Teresa Cremin, a professor from the Open University, described the results of her research into the literary knowledge of primary teachers. Of the 1,200 teachers surveyed 302 could only name the titles of certain kids’ books not their author. This worrying discovery led to a digital solution. The university ran online seminars for 10 weeks. The ‘Books and Blether’ program introduced resources that were being overlooked by educators; the seminars were a trending topic on Twitter for 9 out of the 10 weeks. The industry adapted and facilitated engagement between teachers and authors, two groups that stood to greatly benefit from a close relationship.

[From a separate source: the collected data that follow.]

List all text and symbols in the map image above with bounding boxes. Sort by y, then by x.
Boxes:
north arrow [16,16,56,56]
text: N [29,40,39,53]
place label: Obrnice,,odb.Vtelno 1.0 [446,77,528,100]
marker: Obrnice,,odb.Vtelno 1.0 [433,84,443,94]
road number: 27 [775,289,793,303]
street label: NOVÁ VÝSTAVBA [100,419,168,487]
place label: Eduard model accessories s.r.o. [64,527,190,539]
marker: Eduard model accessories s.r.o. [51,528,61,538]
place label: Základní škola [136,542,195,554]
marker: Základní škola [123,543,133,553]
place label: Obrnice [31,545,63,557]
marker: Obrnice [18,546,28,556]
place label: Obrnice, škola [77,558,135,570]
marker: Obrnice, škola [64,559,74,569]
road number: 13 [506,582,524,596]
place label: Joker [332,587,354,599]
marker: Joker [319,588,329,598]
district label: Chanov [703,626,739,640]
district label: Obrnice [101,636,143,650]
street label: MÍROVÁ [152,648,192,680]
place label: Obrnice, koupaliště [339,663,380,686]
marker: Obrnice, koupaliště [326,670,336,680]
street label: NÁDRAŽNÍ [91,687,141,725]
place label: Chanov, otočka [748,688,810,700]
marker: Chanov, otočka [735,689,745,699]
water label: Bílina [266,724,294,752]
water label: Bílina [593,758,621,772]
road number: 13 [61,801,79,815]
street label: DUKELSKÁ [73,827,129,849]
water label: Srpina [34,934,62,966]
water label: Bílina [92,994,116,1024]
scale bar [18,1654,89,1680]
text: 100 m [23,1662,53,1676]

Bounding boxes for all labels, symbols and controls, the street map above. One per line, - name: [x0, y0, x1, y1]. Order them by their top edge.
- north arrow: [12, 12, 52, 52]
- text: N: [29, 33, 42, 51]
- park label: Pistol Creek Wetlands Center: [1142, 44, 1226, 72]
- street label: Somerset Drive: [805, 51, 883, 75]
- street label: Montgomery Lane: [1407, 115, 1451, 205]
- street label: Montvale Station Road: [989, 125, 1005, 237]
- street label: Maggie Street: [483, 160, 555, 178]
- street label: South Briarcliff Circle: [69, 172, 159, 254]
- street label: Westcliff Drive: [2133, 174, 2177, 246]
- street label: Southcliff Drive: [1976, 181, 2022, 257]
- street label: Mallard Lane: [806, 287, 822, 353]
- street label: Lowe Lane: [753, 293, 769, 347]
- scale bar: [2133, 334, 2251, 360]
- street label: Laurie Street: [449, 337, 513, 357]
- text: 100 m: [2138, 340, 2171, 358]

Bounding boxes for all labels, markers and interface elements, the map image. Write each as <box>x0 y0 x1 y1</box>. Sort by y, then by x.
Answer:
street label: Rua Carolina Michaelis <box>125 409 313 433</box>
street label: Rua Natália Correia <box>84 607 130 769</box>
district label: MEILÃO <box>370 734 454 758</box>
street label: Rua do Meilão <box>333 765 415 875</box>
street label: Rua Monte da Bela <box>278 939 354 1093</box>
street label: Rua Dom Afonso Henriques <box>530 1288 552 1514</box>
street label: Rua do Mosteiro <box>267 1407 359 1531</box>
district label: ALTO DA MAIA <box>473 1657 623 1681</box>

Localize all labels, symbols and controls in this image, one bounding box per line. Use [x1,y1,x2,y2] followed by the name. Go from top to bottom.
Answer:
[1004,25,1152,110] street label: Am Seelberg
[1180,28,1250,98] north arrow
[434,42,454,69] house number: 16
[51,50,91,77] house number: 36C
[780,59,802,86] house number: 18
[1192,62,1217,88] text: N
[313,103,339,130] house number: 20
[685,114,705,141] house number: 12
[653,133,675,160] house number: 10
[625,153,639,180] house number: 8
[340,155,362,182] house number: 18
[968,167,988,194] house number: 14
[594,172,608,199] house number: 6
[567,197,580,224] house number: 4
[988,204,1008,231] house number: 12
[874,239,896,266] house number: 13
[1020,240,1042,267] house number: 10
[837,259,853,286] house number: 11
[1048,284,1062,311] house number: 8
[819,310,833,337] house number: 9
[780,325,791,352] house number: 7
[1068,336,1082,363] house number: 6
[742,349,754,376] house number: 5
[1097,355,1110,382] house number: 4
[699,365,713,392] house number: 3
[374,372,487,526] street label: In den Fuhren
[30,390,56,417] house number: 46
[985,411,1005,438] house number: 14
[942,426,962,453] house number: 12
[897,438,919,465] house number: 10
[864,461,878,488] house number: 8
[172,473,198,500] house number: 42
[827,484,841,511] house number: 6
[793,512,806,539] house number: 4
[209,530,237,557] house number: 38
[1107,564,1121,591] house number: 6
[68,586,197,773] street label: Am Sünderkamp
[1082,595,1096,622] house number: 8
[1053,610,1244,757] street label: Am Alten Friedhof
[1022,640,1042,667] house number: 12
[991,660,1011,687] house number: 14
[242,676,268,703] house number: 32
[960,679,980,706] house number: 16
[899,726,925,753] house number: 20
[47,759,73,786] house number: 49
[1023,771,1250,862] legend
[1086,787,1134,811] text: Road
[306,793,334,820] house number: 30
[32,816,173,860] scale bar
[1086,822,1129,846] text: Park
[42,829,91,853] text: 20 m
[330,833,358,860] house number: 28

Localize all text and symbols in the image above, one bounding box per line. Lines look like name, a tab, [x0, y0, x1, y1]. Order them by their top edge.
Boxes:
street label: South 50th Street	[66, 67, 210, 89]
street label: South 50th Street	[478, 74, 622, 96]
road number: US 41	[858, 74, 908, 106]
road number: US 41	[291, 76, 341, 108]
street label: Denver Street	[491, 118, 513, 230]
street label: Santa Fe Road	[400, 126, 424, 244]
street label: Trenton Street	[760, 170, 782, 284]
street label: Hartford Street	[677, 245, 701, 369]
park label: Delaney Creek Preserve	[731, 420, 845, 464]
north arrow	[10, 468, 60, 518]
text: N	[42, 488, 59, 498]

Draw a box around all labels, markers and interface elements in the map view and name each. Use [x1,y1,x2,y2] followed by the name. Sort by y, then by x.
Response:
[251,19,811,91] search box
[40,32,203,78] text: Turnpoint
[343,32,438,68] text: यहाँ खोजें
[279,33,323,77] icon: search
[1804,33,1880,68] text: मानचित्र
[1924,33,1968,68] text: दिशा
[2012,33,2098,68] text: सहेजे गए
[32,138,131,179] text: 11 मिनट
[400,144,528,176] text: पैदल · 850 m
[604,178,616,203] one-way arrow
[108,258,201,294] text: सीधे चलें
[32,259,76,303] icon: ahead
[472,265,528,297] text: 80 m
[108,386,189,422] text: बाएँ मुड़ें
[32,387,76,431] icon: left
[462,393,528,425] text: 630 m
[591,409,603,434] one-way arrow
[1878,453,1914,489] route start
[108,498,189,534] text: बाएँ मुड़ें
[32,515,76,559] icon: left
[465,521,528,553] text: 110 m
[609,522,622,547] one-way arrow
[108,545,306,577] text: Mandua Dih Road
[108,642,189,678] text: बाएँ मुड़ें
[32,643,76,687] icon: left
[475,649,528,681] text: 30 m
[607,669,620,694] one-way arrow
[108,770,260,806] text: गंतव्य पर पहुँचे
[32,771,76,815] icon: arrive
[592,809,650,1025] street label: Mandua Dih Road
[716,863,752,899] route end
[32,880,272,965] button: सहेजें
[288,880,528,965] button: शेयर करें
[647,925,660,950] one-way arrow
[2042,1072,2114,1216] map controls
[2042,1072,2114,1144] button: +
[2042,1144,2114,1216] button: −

The Bookseller panels also spoke on the other important issue that defined the year – the amplification of minority voices. Author Jelani Memory and illustrator Dapo Adeola expressed their frustration about industry access. Memory decided to exploit new strategies to directly market to his audience, instead of waiting for any industry conduit for his work. Memory co-founded ‘A Kids Book About’, bringing authors together in collaborative workshops to publish co-authored books. The website saw a bounce in consumer activity over lockdown; Jelani explained that there is a captive audience who welcome a new approach, not only in terms of more profound subject matter but the way authors deliver content to the readers. This new direct strategy was also adopted by illustrator Rob Biddulph. He changed the way he interacted with readers. Rob explained how his ‘Draw with Rob’ video series attracted many new followers to his Twitter profile. He judged that if he gave away his time and some content for free, he could grow his fanbase for future book releases. This thinking turned out to be correct and profitable – his book of the same name jumped up the pre-order list on online retail sites. This strategy, however, presents some problems. Publishers must support their writers if they push them to interact with consumers in this way, giving away content in order to create a buzz around the publisher’s product. Throughout this lockdown authors participated in online events for free. This isn’t sustainable for many.
The conference was fascinating and insightful. The lockdown and resulting economic downturn will have a lasting effect on us. However, many publishers and authors rather than passively enduring the crisis have galvanized into action. Hopefully the change in thinking and new consumer relationships that have been formed will continue.